I tried to put spaces between my comments and your comments, but for some reason they've all been squished together, even after trying a second time. Oh well.
He would probably say something similar to what he said to Joseph Smith - to not join any of the churches for they are all wrong, and that their creeds are an abomination.
I wasn't going to comment but I'll throw my 2 cents worth in. I tend to agree that the evangelicals don't have anything to offer us. There has been enough restored to keep us busy trying to live up to it without bothering ourselves with the opinions of those people, not matter how well-intentioned. The best that the mainstream Christian world has to offer pales in comparison to the restored gospel. If the Bible were enough, the restoration would not have been necessary.
Ok...maybe 1 1/2 cents worth...
Oh, and I don't think that we should debate despite the temptation. Joseph Smith said, "Avoid contentions and vain disputes with men of corrupt minds, who do not desire to know the truth."
I need to work on that one :)
In the interest of full disclosure, Bruce in Montana is not a member of The Church of Jesus Christ of Latter-day Saints--or a "mainstream" Mormon. He now considers himself a "Mormon Fundamentalist".
Eric (*rolling my eyes*) of course in a post in which Blomberg is giving sound advice to evangelicals in their interaction with Mormons, you bring up a quote I’ve had to explain many a time to offended Christians.
I believe the exact quote is, “I was answered that I must join none of them [the then-current churches], for they were all wrong; and the Personage who addressed me said that all their creeds were an abomination in his sight; that those professors were all corrupt; that: “they draw near to me with their lips, but their hearts are far from me, they teach for doctrines the commandments of men, having a form of godliness, but they deny the power thereof.” (Joseph Smith History 1:19)
In other words, it’s not the churches themselves that were an abomination, but the creeds, which were being taught as the word of God, when clearly only the Bible is. But even on this point, however, I tend to agree with Ray on a recent post: The Creeds and the Trinity. In essence, he says: "I believe strongly that the “creeds” mentioned in the First Vision are not the Apostles Creed, the Nicene Creed and the Athenasian Creed, but rather are the Westminster Confession and other more modern Protestant Creeds. Those were the primary creeds of the religions about which Joseph prayed, and those are the statements that include elements which are anathema to Mormon doctrine."
I actually think Ray is right on. After all, as Elder Bruce D. Porter made clear in this recent interview, the only part of the Nicene Creed that Mormons would not agree with would be the statement that the Father, Son, and Holy Ghost are of "one substance".
The churches of Joseph Smith's day, on the other hand, were just "wrong"--meaning, not the one “exclusive ecclesiastical, authority-bearing agent for our Father in heaven in this dispensation”, as Elder Neal A. Maxwell put it.

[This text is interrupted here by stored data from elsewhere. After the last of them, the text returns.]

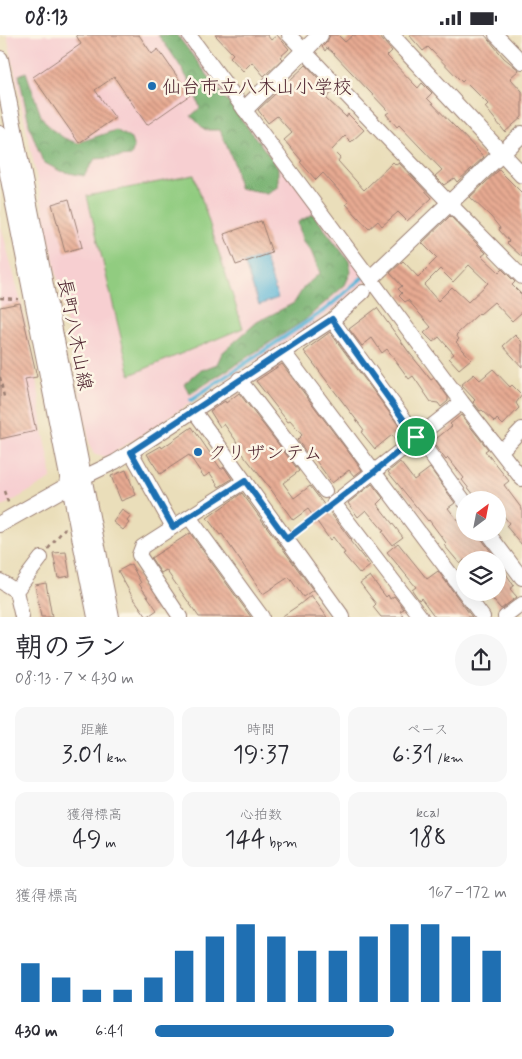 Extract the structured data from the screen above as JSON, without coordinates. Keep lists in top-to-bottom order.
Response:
{
  "streets": {
    "street": ["長町八木山線"]
  },
  "places": ["仙台市立八木山小学校", "クリザンテム"],
  "north": "top right",
  "page": {
    "status": "08:13",
    "heading": ["朝のラン", "08:13 · 7 × 430 m"],
    "stats": [
      ["距離", "3.01 km"],
      ["時間", "19:37"],
      ["ペース", "6:31 /km"],
      ["獲得標高", "49 m"],
      ["心拍数", "144 bpm"],
      ["kcal", "188"]
    ],
    "chart": ["獲得標高", "167–172 m"],
    "list": [
      {
        "name": "430 m",
        "note": "6:41"
      }
    ]
  }
} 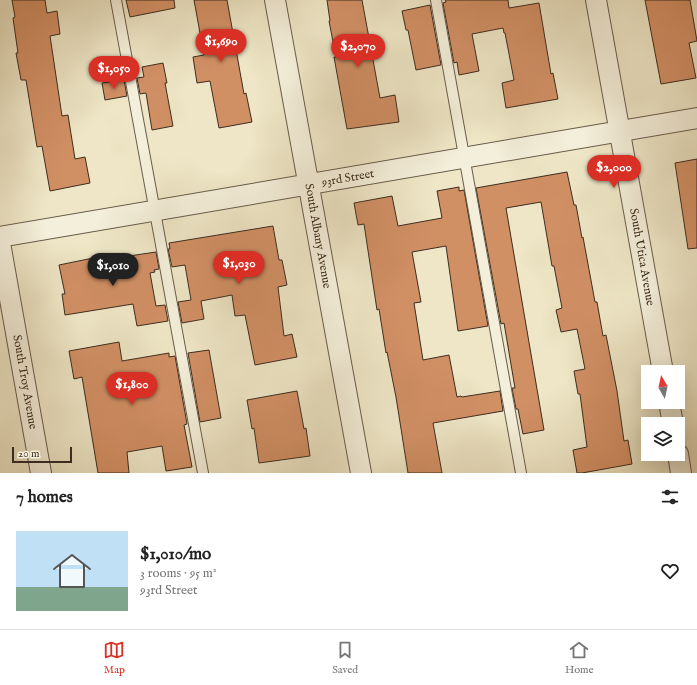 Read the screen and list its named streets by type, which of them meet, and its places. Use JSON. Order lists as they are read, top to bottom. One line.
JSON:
{"streets":{"street":["93rd Street","South Albany Avenue","South Utica Avenue","South Troy Avenue"]},"crossings":[["93rd Street","South Albany Avenue"],["93rd Street","South Utica Avenue"]],"scale_bar":"20 m","north":"top","page":{"price":["$1,690","$2,070","$1,050","$2,000","$1,030","$1,010","$1,800"],"scale":"20 m","heading":"7 homes","list":[{"name":"$1,010/mo","note":"3 rooms · 95 m² · 93rd Street"}],"tabs":["Map","Saved","Home"]}} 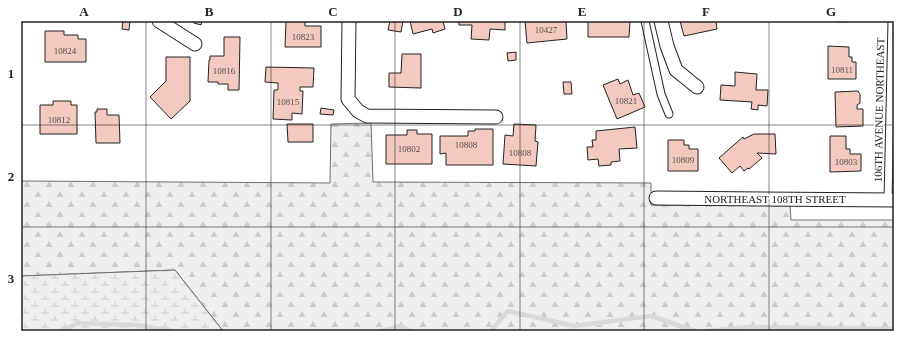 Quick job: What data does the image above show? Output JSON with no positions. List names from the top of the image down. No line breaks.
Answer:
{"streets":{"street":["NORTHEAST 108TH STREET"],"lane":["106TH AVENUE NORTHEAST"]},"crossings":[["106TH AVENUE NORTHEAST","NORTHEAST 108TH STREET"]],"house_numbers":["10427","10823","10824","10811","10816","10821","10815","10812","10808","10802","10808","10809","10803"],"grid":{"columns":["A","B","C","D","E","F","G"],"rows":["1","2","3"]}}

Now, having said that, I don’t believe Mormons should go out and say other churches are all wrong. It’s not that clear-cut, not that black and white to me. My paradigm allows other churches to have much truth–just not a fullness of truth. I readily acknowledge that many churches sprung up, not because of the Great Apostasy, but in spite of, to counteract the Great Apostasy. In other words, I think most Christians are doing the best that they know how.
“God, the Father of us all,” Ezra Taft Benson said, “uses the men of the earth, especially good men, to accomplish his purposes. It has been true in the past, it is true today, it will be true in the future.” Elder Benson then quoted the following from a conference address delivered by Orson F. Whitney in 1928: “Perhaps the Lord needs such men on the outside of His Church to help it along. They are among its auxiliaries, and can do more good for the cause where the Lord has placed them, than anywhere else.
“God is using more than one people for the accomplishment of His great and marvelous work. The Latter-day Saints cannot do it all. It is too vast, too arduous for any one people.” Elder Whitney then pointed out that we have no warfare with other churches. “They are our partners in a certain sense.”
"These people" are Children of God, our brothers and sisters, who are walking through this life with the hope and intent to be like the Savior. They are not different from us. They are not less because they are not members. In some areas, they may have better understanding and application of Christ and the Gospel than we do. I would say that those evangelicals and mainstream Christians who advocate teaching in love demonstrate a much better understanding of Christ's teachings and more humility than those Mormons who claim that they have nothing to offer us and aren't worth our time.
THANK YOU, SilverRain.
CC - I guess you can roll your eyes all you want.
I did not say in my comment that the churches were an abomination, did I? My simplified version was not functionally wrong - I don't believe.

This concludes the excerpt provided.